:: INPUT ::
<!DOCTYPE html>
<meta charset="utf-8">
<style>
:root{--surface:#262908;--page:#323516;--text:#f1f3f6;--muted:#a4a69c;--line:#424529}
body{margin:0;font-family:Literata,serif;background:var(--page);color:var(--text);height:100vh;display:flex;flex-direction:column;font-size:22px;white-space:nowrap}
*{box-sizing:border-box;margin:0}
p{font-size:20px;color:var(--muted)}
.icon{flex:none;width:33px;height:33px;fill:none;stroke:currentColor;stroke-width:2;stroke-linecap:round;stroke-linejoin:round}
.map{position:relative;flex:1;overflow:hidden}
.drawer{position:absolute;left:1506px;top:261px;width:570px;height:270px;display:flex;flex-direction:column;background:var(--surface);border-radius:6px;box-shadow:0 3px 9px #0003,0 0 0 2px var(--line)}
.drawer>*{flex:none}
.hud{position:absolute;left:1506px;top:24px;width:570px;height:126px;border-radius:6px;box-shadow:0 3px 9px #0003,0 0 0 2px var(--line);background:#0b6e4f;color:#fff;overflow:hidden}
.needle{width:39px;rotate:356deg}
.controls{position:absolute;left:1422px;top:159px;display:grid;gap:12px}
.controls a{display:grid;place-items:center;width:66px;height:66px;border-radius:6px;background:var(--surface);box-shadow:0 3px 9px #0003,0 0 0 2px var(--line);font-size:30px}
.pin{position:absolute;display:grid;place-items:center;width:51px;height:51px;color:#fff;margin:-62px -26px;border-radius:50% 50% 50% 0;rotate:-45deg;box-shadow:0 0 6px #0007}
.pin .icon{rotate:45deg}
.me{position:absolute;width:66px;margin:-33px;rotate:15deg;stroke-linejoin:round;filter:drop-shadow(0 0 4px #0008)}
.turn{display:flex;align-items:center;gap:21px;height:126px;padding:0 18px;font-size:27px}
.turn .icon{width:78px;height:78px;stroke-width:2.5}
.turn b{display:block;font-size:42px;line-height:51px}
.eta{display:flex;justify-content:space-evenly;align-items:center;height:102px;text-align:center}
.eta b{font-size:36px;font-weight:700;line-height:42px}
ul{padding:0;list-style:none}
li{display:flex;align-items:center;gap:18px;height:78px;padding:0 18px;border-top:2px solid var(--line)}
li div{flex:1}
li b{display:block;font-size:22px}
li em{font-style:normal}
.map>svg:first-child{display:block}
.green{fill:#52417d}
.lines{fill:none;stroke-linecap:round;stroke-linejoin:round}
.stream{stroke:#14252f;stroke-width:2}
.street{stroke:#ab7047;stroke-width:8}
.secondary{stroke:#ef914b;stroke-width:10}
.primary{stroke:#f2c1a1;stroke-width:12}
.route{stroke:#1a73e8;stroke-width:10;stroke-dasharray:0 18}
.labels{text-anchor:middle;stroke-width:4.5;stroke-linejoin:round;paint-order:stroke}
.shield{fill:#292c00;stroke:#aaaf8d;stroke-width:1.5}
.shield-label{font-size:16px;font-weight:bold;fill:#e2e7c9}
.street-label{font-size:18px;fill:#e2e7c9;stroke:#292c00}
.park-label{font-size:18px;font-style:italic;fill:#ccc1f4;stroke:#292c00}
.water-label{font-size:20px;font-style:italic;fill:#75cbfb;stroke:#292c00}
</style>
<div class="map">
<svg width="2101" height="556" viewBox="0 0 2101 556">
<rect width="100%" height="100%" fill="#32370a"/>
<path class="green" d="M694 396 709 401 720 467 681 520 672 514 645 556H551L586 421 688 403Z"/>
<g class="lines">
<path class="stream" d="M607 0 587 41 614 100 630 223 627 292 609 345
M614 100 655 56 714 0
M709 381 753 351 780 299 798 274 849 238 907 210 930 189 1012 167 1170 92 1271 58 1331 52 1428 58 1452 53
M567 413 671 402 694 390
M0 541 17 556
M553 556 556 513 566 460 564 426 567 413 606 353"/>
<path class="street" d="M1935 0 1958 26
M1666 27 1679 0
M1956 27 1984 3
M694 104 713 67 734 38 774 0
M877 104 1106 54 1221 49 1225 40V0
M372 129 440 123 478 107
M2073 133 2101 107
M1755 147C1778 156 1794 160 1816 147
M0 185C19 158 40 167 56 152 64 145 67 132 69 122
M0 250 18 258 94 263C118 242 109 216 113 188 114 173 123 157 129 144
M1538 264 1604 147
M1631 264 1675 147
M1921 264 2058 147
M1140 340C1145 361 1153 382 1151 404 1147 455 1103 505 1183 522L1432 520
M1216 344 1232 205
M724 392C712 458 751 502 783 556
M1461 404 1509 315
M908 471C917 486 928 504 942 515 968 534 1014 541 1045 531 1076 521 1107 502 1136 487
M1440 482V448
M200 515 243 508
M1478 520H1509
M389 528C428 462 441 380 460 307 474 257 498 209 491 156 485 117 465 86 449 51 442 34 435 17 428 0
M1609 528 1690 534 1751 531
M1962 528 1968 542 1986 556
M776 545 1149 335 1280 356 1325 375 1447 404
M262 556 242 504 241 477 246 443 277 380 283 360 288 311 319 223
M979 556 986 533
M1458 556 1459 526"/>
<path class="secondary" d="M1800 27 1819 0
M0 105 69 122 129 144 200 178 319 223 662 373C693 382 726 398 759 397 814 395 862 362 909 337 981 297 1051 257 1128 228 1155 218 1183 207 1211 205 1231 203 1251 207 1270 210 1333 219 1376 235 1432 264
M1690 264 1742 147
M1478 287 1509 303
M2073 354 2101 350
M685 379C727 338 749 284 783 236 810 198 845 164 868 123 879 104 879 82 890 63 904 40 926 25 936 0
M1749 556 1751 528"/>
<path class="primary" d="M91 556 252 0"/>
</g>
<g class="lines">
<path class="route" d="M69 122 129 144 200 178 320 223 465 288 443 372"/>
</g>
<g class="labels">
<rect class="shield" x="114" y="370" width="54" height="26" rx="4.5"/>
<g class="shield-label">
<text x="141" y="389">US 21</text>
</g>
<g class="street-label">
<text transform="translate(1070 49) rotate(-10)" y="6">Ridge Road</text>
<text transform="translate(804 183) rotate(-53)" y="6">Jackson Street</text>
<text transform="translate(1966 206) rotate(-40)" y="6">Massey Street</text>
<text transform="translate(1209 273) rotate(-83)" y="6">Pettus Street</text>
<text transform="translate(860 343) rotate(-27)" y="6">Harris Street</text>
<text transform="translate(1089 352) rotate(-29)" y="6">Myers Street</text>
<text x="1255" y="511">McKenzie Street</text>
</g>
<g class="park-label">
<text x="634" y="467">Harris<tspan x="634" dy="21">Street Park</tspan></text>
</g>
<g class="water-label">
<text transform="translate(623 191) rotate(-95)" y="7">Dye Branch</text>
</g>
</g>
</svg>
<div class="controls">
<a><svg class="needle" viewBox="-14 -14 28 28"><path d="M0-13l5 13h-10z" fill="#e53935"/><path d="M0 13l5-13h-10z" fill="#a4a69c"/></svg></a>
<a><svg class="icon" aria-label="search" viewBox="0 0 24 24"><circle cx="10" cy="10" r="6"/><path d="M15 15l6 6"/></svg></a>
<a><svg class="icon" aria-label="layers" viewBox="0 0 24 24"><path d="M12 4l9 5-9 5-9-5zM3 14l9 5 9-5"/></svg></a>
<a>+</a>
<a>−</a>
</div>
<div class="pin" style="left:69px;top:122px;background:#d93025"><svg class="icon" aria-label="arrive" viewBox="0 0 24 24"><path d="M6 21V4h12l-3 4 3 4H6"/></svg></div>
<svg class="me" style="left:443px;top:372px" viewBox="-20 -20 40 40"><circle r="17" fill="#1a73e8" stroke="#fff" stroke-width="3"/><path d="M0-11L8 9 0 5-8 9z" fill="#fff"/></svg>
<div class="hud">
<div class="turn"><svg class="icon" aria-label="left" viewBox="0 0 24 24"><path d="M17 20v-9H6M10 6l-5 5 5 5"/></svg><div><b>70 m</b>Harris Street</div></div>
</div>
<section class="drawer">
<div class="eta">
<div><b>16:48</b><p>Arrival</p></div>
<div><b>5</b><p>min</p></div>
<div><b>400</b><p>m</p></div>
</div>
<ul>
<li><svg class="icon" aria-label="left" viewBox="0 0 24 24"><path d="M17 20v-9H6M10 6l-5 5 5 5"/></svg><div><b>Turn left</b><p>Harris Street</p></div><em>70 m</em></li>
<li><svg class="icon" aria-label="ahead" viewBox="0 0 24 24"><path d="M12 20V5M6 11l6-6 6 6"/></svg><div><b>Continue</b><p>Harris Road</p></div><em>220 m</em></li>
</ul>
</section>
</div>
:::
TASK OBJECTIVE
Write out every line from the data above that includes "space".

SOLUTION FOR THIS TASK
body{margin:0;font-family:Literata,serif;background:var(--page);color:var(--text);height:100vh;display:flex;flex-direction:column;font-size:22px;white-space:nowrap}
.eta{display:flex;justify-content:space-evenly;align-items:center;height:102px;text-align:center}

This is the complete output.